Read through the data, and wherever a line holds the word "halo", write that line out.

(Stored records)
*** Begin section ***

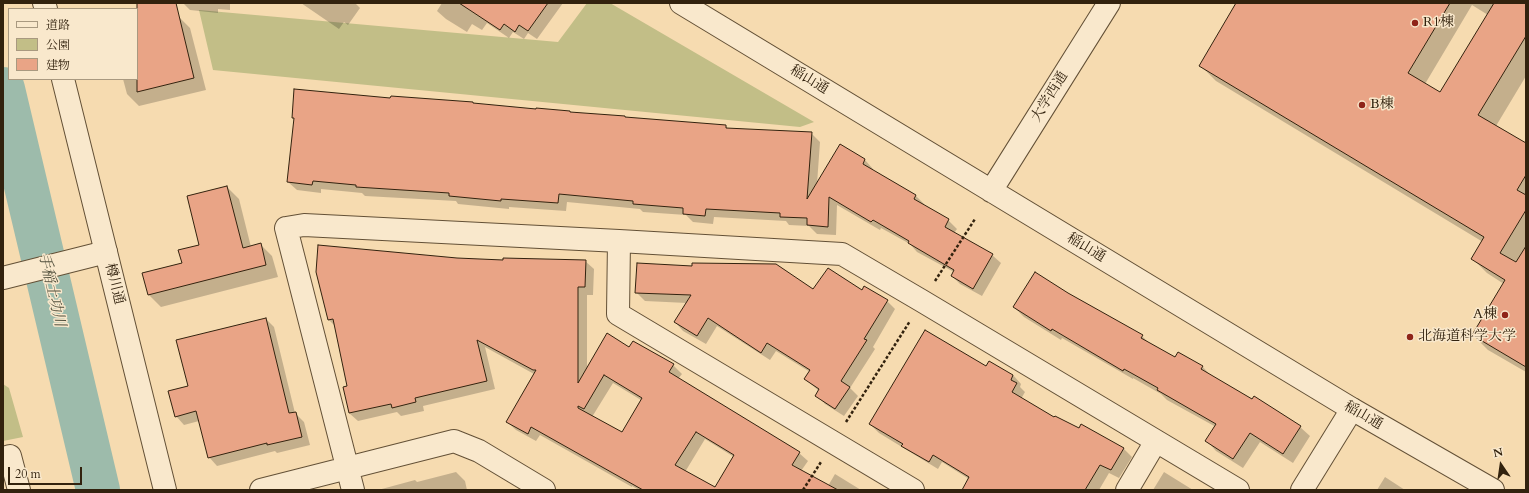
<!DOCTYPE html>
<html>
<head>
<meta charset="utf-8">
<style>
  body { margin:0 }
  #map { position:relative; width:1529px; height:493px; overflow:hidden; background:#f6dbb0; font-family:Cardo,"Noto Serif JP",serif }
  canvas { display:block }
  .frame { position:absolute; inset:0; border:4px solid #32220e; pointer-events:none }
  .legend { position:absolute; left:8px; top:8px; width:130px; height:72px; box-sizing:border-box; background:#f9e8cc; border:1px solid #a99980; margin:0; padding:5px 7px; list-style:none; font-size:12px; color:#32220e }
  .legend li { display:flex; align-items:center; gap:8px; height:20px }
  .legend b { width:20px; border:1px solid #a99980 }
  .north { position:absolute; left:1481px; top:445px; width:40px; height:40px; -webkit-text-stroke:3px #f9e8cc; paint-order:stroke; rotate:347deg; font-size:11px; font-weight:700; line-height:16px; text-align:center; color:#32220e }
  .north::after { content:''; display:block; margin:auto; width:14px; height:18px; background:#32220e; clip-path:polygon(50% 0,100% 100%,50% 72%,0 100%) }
  .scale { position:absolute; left:8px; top:467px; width:74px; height:18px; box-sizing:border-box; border:2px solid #32220e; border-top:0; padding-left:5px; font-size:12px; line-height:14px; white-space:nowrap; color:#32220e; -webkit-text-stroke:3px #f9e8cc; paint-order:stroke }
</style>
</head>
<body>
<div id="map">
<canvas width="1529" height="493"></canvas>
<div class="frame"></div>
<ul class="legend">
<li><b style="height:5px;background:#f9e8cc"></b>道路</li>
<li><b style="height:11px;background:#c2be87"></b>公園</li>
<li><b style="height:11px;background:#e9a486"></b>建物</li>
</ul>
<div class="north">N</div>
<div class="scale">20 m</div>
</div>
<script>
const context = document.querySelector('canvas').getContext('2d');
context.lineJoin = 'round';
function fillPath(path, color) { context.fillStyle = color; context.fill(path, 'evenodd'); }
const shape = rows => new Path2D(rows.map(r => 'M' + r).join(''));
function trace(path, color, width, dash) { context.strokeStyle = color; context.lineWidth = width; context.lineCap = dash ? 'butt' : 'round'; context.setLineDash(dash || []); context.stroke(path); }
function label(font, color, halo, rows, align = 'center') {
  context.font = font + ' Cardo,"Noto Serif JP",serif'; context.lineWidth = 3; context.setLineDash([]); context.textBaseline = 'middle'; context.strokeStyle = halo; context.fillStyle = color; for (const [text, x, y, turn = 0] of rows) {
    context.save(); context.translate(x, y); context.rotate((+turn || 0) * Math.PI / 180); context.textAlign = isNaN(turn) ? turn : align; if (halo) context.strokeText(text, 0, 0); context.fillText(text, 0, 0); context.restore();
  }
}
const green = shape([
  [587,3,610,3,814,122,800,127,213,70,199,10,558,42],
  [3,384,9,388,23,437,3,441]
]);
const shadow = shape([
  [183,3,230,3,230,10,218,9,218,13,190,10],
  [301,3,357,3,356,4,360,8,348,25,344,22,339,29],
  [442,3,563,3,537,39,528,33,524,39,513,32,509,38,487,23,482,30,472,24,467,32,446,19,437,11],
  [1238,3,1526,3,1526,76,1496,126,1526,144,1526,372,1488,350,1473,335,1504,284,1487,273,1472,258,1483,242,1216,81,1201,66],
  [1472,5,1488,15,1440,94,1425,84],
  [178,16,190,28,206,90,139,106,127,94,123,79,137,79,137,26],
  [391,99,473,103,475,105,726,126,728,129,811,133,820,142,817,184,840,145,865,160,873,169,872,170,916,196,924,204,923,206,948,220,957,229,954,233,992,255,1001,263,982,296,960,284,952,276,954,272,917,252,910,244,881,228,880,230,837,205,836,235,817,234,809,226,789,225,786,221,714,217,713,224,693,222,686,215,643,212,640,209,567,202,566,211,509,207,509,209,458,204,456,201,365,196,362,193,321,189,321,193,297,190,288,182,295,120,293,118],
  [227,187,239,199,251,247,260,244,272,256,278,277,161,307,149,295,183,264,200,246],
  [457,259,504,261,585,261,594,269,593,295,587,295,587,370,630,348,673,365,682,374,678,379,799,453,808,461,801,471,828,486,835,474,861,490,639,490,632,486,632,487,540,435,536,441,516,430,507,422,534,374,485,347,495,389,423,406,424,411,401,416,397,412,358,421,349,413,348,387,335,326,329,320],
  [613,383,641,400,623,433,592,417],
  [705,439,734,457,716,488,685,472],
  [814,290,862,291,887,301,895,309,873,347,875,349,850,388,858,396,844,416,825,404,817,395,819,391,805,379,810,372,776,351,770,360,717,326,706,344,683,331,675,322,687,303,645,301,636,292],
  [1068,294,1142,336,1150,344,1175,358,1202,366,1212,377,1300,427,1310,436,1293,463,1260,442,1243,468,1216,451,1207,441,1216,427,1167,400,1161,394,1133,378,1133,379,1062,338,1061,340,1024,317,1014,307],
  [266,319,274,327,295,413,304,422,310,445,277,453,275,451,217,466,209,457,199,421,184,425,176,416,189,387],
  [989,363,1013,375,1021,384,1020,387,1025,392,1021,399,1055,419,1123,448,1132,457,1119,478,1109,473,1099,490,963,490,969,479,942,462,938,469,879,433,870,424,987,368],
  [456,472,465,481,467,490,378,490,415,480,417,482],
  [1164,472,1193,490,1153,490],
  [1385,477,1405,490,1377,490]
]);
const river = shape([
  [3,89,98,490]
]);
const building = shape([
  [137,3,176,3,194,78,137,92,137,3],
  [459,3,548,3,528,31,519,25,515,32,504,24,500,30,459,3],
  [1236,3,1450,3,1408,73,1440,92,1494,3,1526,3,1526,36,1478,115,1526,143,1526,175,1517,190,1526,195,1526,210,1500,253,1516,262,1526,246,1526,367,1472,335,1505,280,1471,259,1484,237,1199,66,1236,3],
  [294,89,390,98,391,96,473,102,473,103,536,109,536,108,570,111,570,112,625,116,625,117,726,125,726,128,812,132,807,199,840,144,865,159,863,164,916,195,914,199,949,219,945,227,993,254,973,289,951,276,954,270,908,243,909,241,873,220,871,222,829,197,828,227,807,225,807,218,780,217,780,213,706,209,705,216,683,214,683,208,633,204,633,201,559,194,558,203,501,199,501,201,449,196,449,193,356,187,356,185,313,181,312,185,287,182,294,118,292,118,294,89],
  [227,186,243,248,261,243,266,265,148,295,142,273,182,263,178,250,199,245,187,196,227,186],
  [318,245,457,258,503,260,503,258,586,260,585,287,578,287,578,383,607,333,629,347,633,341,674,364,669,372,800,452,792,465,838,490,643,490,531,427,528,434,506,422,536,370,533,370,477,340,487,381,415,398,416,402,392,408,391,404,349,413,343,387,347,386,333,319,328,320,316,272,318,245],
  [604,375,642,398,622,432,578,408,578,406,584,409,604,375],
  [696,432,734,455,715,487,675,465,696,432],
  [637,263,692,266,692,263,776,264,813,289,828,268,862,290,864,286,888,300,864,339,867,340,841,381,850,387,835,409,815,396,819,389,804,379,810,370,767,343,761,353,708,318,697,336,674,322,691,295,635,293,637,263],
  [1035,272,1068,293,1143,335,1141,338,1175,357,1178,352,1203,366,1201,369,1252,399,1254,396,1301,426,1283,454,1250,433,1233,459,1205,441,1216,424,1157,390,1158,388,1124,369,1123,371,1052,329,1051,331,1013,307,1035,272],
  [266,318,289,413,296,412,302,437,267,445,267,443,208,458,196,411,175,417,168,391,188,386,176,340,266,318],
  [925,330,986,366,989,361,1013,375,1011,380,1017,383,1012,392,1054,417,1055,416,1079,428,1081,424,1124,448,1111,470,1100,465,1085,490,962,490,969,477,933,455,929,462,901,446,903,444,869,424,925,330]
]);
const path = shape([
  [935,281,975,219],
  [846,422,910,321],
  [803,490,821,462]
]);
const minor = shape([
  [619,241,618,314,913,490],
  [3,278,106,252],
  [3,458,10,456,19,490],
  [261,490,454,441,479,451,544,490],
  [353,490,286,228,304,225,619,241,842,254,922,301,1238,490],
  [1127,490,1156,441],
  [1302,490,1352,409]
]);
const tertiary = shape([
  [44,3,46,9],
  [681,3,1352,409,1493,490],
  [63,79,165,490],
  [991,191,1109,3]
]);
const markers = [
  [1415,23,4,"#8f2418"],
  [1362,105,4,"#8f2418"],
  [1505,315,4,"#8f2418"],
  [1410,337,4,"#8f2418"]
];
const poiNames = [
  ["R1棟",1423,23],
  ["B棟",1370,105],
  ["A棟",1497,315,"right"],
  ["北海道科学大学",1418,337]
];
const streetNames = [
  ["稲山通",809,80,31],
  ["大学西通",1050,97,-58],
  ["稲山通",1086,248,31],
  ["樽川通",114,284,76],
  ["稲山通",1363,416,30]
];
const waterNames = [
  ["手稲土功川",51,290,77]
];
fillPath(green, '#c2be87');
fillPath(shadow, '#0003');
trace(river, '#9dbbab', 44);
fillPath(building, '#e9a486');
trace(building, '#32220e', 1);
trace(minor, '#635036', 24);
trace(tertiary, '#635036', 24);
trace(path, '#32220e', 2.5, [3, 2]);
trace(minor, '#f9e8cc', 22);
trace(tertiary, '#f9e8cc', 22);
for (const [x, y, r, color] of markers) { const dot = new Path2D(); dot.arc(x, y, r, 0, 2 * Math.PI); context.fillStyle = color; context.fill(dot); trace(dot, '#f9e8cc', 1.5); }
label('14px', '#32220e', '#f9e8cc', poiNames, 'left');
label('14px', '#32220e', '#f9e8cc', streetNames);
label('italic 15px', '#52503d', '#f9e8cc', waterNames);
</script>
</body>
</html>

*** End section ***

Response area:
function label(font, color, halo, rows, align = 'center') {
  context.font = font + ' Cardo,"Noto Serif JP",serif'; context.lineWidth = 3; context.setLineDash([]); context.textBaseline = 'middle'; context.strokeStyle = halo; context.fillStyle = color; for (const [text, x, y, turn = 0] of rows) {
    context.save(); context.translate(x, y); context.rotate((+turn || 0) * Math.PI / 180); context.textAlign = isNaN(turn) ? turn : align; if (halo) context.strokeText(text, 0, 0); context.fillText(text, 0, 0); context.restore();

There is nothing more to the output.